Self-portrait, Dec 1886- Jan 1887
 And this is possibly his first proper self-portrait, on loan from The Hague, and also his first real use of colour. The exhibition focuses on Van Gogh's two years in Paris from February 1886- February 1888 and the influence of his friends and the other artists he met there, during this period when he was forging his distinctive style, and making his transition from sombre Dutch potato eaters to the glorious sunflowers.

The Laundress, Toulouse-Lautrec
 Van Gogh used to visit Toulouse-Lautrec's weekly soirées every Tuesday at Montmartre and would sometimes bring a painting along to show him.


View of Bennecourt, Monet
And he would surely have known this painting by Monet because it was shown in the gallery where his brother Theo was manager.


Avenue de Clichy,  1887, Louis Anquetin (Private collection)
But what fascinated me more than anything was the juxtaposition of this pastel of a street scene outside a Paris theatre ...

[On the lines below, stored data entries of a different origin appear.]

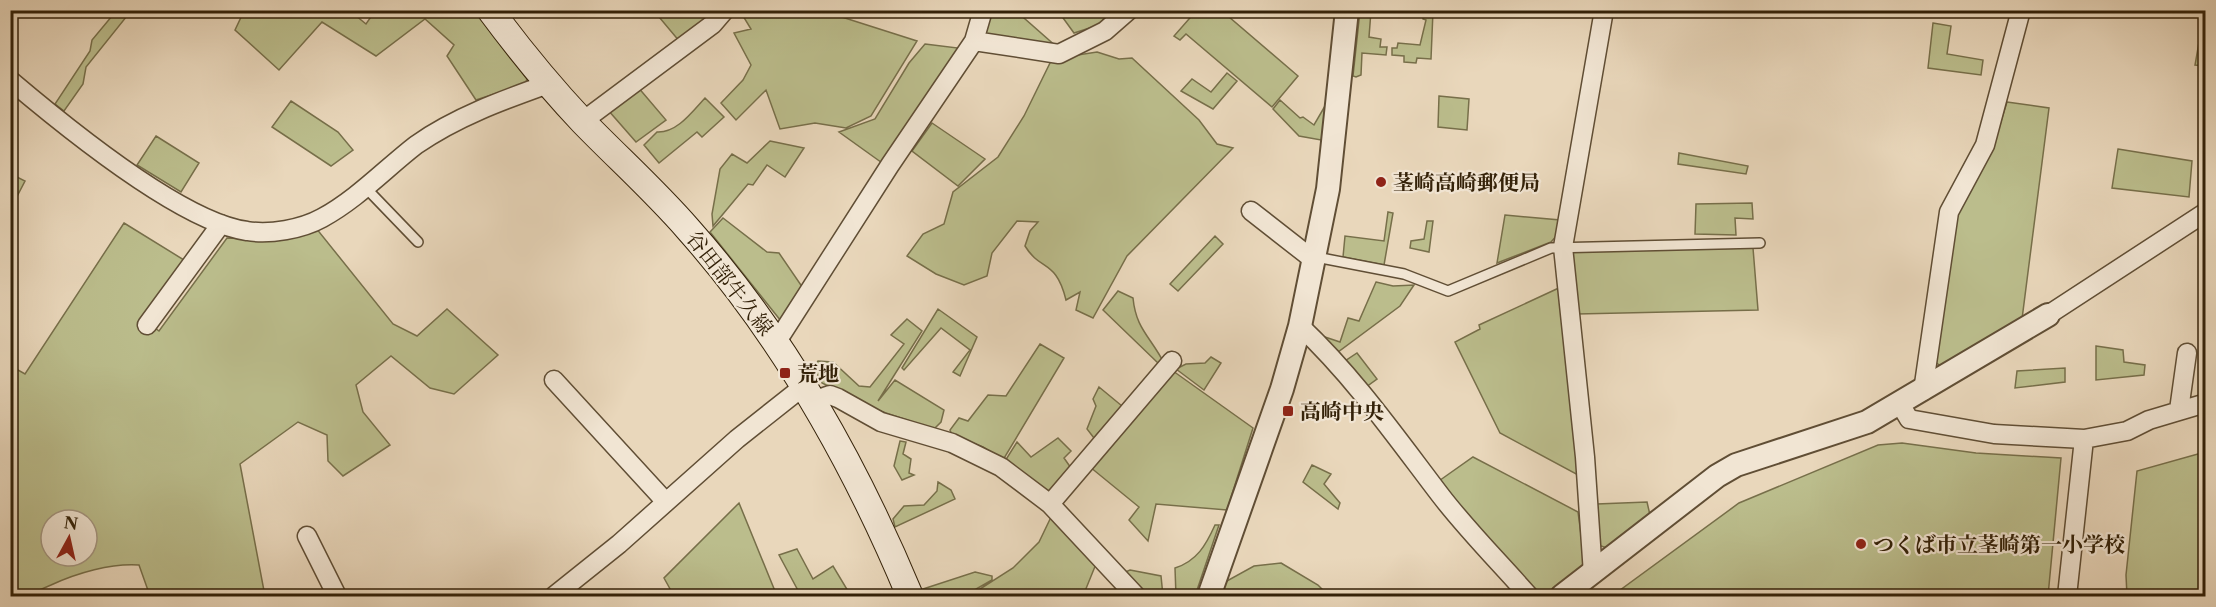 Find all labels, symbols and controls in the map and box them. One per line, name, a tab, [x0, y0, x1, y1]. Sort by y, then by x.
place label: 茎崎高崎郵便局	[1393, 170, 1540, 195]
marker: 茎崎高崎郵便局	[1374, 175, 1388, 189]
street label: 谷田部牛久線	[681, 226, 779, 340]
place label: 荒地	[797, 361, 839, 386]
marker: 荒地	[778, 366, 792, 380]
place label: 高崎中央	[1300, 399, 1384, 424]
marker: 高崎中央	[1281, 404, 1295, 418]
north arrow	[39, 508, 99, 568]
text: N	[63, 512, 79, 534]
place label: つくば市立茎崎第一小学校	[1873, 532, 2125, 557]
marker: つくば市立茎崎第一小学校	[1854, 537, 1868, 551] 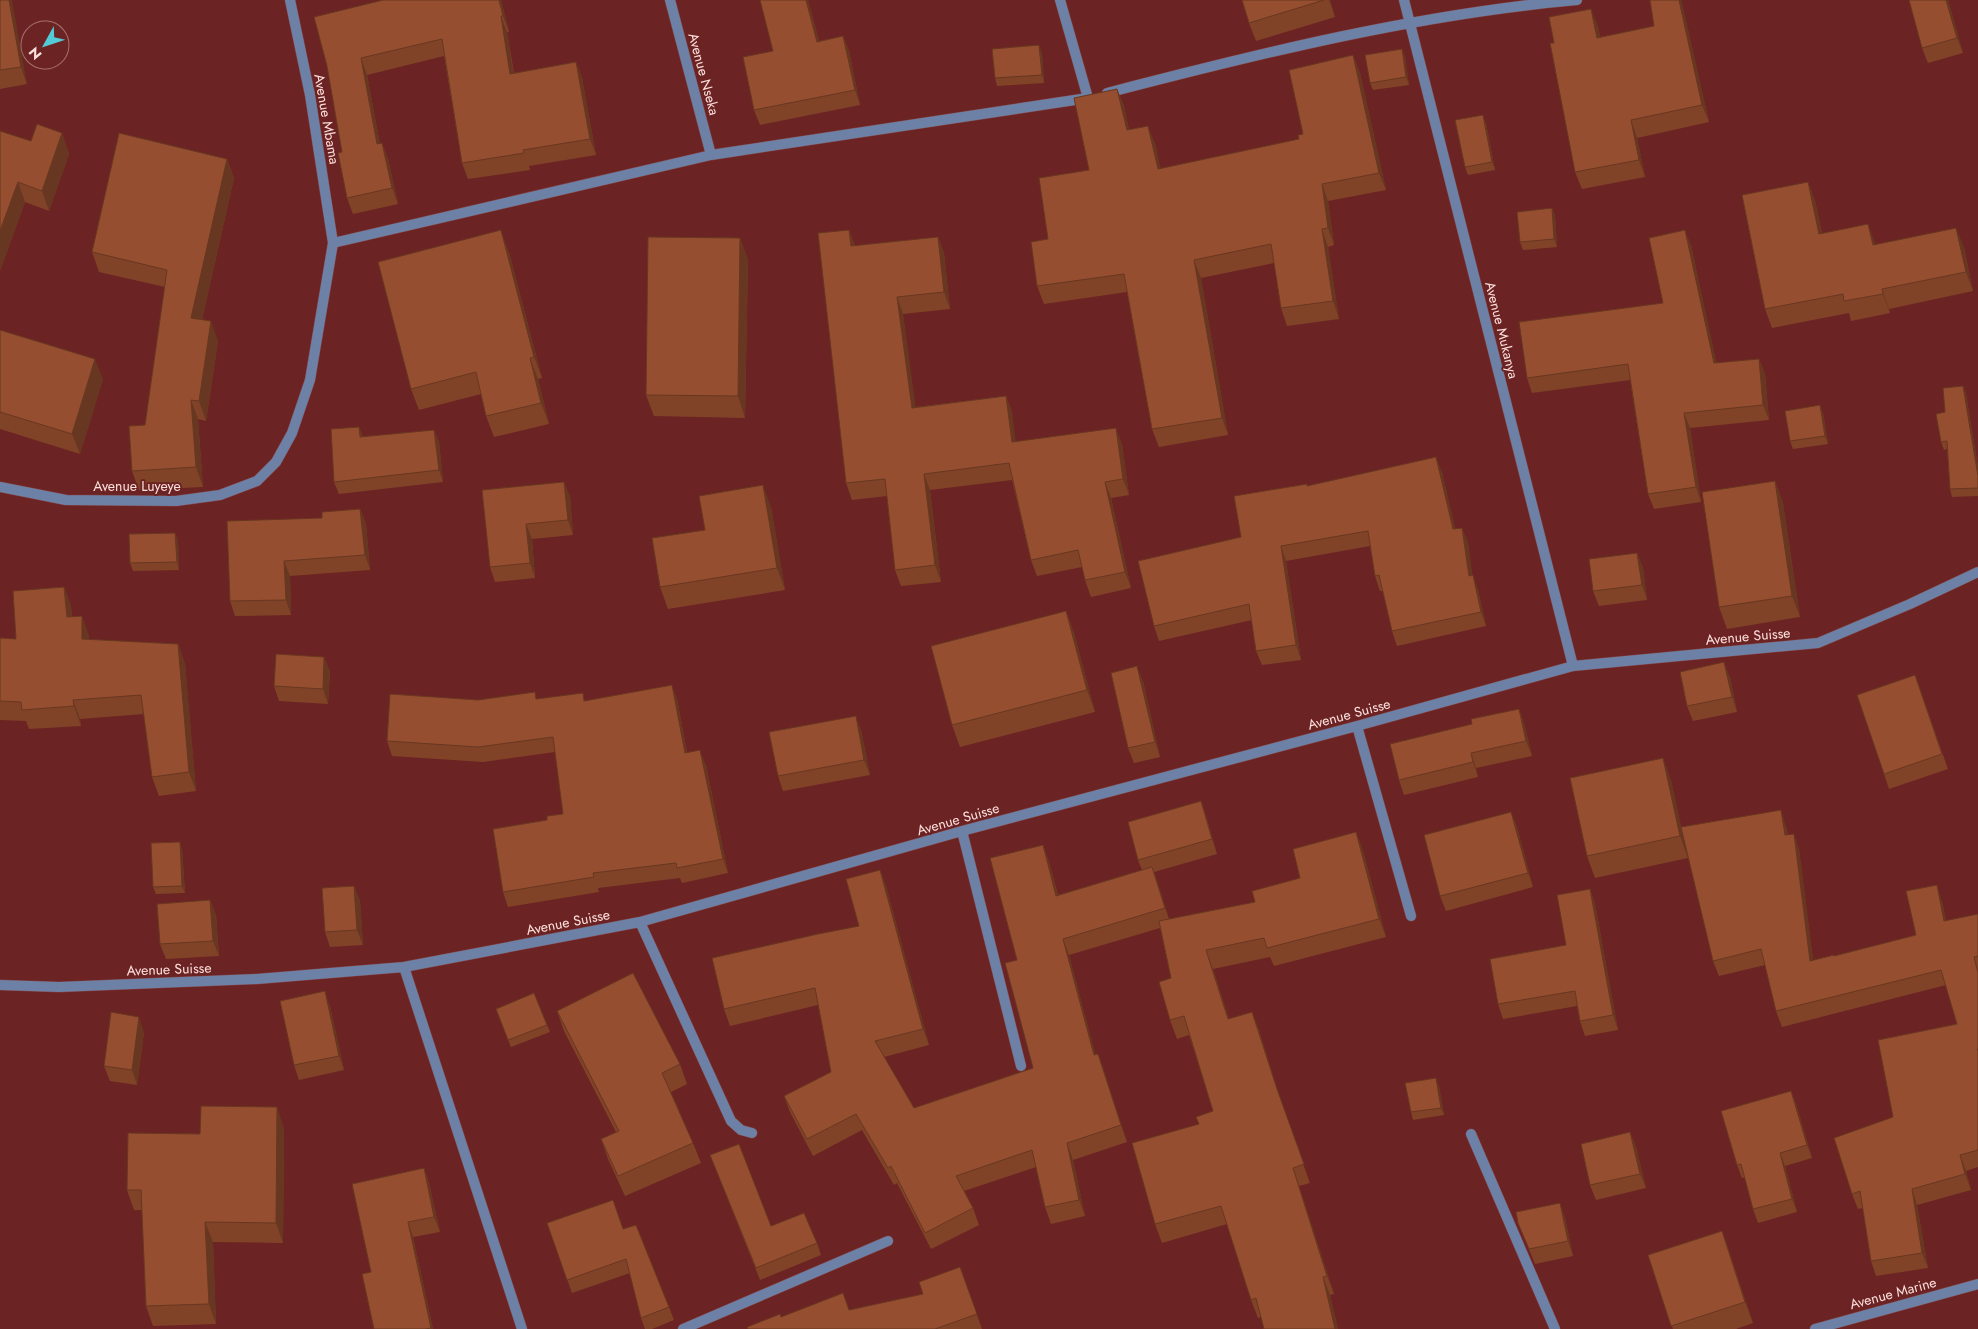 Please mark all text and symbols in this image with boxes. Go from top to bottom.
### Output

With this rather more famous painting by Van Gogh done the following year (which isn't in the exhibition, but never mind).
There's a video of the exhibition here. 
Cafe Terrace at Night, 1888

4 comments:

Toffeeapple said...

How lovley that you were able to see the exhibition and even lovlier that there was a video that you chose to share, thank you Mary.

mary said...

So glad I didn't put it off until today, as there don't seem to be any tickets left now, Toffeeapple. Must have been a last-minute rush.

Ann said...

So glad you reminded me of this. As soon as I saw your post on Thursday evening I went on the website but it was clear all the tickets had gone as it just didn't work! I decided to go along anyway and they let me in without any trouble at all. Wow what a treat! I was so glad I saw it,

mary said...

I'm glad they let you in, Ann. I think there must have been a last-minute rush for tickets as I managed to book online that morning, just before I set out. Wasn't it a treat!